EXERCISE DIRECTIONS = A single number is the answer here: the count of lines in the records below in which the word "color" appears.

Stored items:
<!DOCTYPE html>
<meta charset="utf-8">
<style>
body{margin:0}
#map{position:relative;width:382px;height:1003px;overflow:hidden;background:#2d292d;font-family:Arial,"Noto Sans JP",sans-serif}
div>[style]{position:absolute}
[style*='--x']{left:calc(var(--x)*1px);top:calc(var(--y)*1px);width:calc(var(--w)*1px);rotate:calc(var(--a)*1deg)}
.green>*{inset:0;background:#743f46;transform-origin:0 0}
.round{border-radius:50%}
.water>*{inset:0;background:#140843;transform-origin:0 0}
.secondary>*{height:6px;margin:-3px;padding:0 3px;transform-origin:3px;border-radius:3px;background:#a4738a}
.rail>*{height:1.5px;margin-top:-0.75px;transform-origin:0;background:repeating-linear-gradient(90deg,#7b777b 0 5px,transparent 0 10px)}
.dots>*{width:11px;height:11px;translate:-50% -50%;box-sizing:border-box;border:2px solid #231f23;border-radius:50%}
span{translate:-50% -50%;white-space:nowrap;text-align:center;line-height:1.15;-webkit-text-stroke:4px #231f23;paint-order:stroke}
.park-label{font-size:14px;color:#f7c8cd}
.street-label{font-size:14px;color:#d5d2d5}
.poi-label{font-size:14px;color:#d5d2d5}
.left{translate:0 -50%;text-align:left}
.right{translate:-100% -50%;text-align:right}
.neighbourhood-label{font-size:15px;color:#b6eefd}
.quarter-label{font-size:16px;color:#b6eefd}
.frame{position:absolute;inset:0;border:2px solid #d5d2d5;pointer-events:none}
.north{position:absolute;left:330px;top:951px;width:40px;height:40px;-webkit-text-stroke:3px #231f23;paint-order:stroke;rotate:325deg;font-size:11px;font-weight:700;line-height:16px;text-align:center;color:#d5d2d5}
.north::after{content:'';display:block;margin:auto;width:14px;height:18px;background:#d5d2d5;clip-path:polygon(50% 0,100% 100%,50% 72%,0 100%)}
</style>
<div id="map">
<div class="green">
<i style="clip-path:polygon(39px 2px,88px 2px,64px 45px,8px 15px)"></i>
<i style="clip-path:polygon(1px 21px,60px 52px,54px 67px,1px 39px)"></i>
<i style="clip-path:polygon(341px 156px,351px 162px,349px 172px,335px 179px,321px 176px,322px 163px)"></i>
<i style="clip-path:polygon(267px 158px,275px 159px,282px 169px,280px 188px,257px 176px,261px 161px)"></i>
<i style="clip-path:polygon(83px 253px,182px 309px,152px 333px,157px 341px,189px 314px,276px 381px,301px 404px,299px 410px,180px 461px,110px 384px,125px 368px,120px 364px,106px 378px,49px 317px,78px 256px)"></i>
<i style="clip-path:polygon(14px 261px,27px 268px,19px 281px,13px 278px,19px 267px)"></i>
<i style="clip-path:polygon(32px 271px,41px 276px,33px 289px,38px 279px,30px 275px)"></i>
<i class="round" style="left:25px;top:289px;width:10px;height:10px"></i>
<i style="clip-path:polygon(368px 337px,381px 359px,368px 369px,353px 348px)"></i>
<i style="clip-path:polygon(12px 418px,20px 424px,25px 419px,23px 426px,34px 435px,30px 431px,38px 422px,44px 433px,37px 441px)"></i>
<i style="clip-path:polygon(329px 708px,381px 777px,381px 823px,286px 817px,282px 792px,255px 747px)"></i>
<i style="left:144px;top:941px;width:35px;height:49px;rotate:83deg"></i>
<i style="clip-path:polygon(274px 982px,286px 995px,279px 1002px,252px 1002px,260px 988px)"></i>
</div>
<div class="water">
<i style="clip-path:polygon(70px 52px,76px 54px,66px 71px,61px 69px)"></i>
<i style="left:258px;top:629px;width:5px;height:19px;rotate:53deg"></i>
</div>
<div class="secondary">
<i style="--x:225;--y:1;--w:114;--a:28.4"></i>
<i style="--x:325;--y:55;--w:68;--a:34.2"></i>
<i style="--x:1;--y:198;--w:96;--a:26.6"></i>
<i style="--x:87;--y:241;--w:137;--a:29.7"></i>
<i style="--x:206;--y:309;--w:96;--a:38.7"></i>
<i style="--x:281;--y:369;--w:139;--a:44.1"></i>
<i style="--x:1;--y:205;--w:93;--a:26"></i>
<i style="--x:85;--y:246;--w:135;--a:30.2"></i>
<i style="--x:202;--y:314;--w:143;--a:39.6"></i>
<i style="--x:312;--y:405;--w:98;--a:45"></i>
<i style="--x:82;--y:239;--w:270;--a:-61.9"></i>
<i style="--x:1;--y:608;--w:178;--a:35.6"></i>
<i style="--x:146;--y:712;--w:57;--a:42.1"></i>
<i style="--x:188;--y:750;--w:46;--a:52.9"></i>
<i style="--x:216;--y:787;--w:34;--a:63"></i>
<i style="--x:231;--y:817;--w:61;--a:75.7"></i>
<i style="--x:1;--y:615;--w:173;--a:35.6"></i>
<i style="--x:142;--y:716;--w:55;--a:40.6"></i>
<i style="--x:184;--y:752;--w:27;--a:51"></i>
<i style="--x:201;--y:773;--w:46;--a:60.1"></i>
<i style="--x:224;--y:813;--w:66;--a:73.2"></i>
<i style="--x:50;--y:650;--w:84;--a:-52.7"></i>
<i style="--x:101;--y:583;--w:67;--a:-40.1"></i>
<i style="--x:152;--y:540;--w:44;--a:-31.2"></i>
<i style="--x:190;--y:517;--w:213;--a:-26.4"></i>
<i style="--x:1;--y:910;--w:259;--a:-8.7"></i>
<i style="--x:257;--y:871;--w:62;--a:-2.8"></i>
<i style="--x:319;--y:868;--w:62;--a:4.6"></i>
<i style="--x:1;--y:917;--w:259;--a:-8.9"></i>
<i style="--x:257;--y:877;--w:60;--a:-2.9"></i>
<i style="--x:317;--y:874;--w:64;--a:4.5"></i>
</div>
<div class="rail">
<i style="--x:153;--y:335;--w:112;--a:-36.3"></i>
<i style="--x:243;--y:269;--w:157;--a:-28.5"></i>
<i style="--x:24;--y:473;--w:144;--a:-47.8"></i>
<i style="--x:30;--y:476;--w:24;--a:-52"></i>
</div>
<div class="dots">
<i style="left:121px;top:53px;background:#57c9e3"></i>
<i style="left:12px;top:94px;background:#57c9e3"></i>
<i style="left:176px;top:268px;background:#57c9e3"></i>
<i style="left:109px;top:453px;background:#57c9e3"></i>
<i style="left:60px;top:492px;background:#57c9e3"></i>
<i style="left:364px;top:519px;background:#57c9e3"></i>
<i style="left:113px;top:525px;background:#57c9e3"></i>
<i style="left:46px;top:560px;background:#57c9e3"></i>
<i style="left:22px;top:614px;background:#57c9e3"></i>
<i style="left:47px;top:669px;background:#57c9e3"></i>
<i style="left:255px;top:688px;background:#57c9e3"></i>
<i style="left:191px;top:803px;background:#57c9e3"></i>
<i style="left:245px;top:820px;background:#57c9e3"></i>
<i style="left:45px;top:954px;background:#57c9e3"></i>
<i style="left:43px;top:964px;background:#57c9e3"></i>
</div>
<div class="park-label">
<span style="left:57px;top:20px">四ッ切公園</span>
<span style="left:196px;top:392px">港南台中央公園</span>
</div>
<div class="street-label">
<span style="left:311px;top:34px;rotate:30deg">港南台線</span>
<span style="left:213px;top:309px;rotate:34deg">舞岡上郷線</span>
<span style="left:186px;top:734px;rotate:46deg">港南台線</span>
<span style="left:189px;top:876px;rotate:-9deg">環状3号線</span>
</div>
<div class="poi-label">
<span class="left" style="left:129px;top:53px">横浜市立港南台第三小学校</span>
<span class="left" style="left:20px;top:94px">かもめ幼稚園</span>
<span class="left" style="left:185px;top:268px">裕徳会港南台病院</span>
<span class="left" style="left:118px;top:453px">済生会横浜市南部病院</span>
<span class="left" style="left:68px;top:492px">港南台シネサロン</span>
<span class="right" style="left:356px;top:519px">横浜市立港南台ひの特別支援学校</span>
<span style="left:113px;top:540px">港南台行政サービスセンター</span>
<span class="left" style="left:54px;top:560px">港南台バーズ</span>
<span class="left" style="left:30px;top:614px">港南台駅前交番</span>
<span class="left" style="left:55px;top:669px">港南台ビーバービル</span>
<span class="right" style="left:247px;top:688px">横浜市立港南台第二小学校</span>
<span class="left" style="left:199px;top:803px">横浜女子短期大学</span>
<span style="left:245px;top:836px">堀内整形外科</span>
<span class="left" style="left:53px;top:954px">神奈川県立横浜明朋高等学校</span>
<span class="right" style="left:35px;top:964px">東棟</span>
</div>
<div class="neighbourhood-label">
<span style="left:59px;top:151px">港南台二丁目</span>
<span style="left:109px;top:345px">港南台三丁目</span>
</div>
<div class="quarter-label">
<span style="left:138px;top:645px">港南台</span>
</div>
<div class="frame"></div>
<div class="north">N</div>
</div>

WORKED SOLUTION = 6